:: Material for the task ::
_____
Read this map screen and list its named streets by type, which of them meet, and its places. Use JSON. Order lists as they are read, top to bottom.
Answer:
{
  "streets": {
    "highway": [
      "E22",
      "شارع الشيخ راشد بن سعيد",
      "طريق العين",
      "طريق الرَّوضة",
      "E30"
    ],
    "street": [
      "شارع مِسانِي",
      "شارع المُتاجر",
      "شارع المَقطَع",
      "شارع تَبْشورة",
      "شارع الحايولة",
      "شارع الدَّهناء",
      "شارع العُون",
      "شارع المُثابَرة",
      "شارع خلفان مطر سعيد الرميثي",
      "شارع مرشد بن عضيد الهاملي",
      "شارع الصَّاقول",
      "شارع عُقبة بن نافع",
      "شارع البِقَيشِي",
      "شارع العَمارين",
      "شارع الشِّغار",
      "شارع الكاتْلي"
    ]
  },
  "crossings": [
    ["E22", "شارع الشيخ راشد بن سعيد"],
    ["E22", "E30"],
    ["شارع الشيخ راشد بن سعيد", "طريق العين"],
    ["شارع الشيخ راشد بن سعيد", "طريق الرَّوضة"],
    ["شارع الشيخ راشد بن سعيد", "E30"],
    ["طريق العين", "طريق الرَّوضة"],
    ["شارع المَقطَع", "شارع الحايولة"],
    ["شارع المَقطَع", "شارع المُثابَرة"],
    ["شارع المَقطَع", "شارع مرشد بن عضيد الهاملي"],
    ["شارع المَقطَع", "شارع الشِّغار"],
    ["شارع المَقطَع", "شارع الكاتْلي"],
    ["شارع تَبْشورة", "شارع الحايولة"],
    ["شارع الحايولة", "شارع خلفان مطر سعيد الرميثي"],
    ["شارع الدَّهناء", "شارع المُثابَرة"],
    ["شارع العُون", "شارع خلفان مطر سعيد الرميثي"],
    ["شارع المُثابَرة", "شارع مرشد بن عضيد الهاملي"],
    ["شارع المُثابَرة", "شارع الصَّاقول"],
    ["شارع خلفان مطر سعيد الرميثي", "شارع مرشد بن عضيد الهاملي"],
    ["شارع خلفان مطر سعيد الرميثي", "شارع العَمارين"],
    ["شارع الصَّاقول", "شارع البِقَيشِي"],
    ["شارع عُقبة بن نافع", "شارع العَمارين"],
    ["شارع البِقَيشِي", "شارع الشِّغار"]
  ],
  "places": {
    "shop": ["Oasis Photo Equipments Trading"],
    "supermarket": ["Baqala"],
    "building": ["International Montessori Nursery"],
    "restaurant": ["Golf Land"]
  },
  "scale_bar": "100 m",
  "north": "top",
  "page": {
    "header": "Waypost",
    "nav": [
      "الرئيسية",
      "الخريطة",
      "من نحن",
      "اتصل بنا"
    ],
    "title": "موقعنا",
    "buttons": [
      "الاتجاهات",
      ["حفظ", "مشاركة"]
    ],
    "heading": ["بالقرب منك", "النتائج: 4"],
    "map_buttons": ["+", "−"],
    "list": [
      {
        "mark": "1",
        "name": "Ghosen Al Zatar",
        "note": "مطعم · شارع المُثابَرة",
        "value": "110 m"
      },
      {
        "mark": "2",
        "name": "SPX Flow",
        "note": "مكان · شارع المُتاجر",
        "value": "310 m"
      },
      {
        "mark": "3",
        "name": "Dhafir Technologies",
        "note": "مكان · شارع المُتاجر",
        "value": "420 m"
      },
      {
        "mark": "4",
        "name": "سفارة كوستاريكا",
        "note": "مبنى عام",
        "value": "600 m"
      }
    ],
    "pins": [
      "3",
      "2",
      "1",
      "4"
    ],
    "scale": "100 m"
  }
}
_____
Across the listing above, how many lines carry "راشد"? Give only the number.

:: Written reply ::
5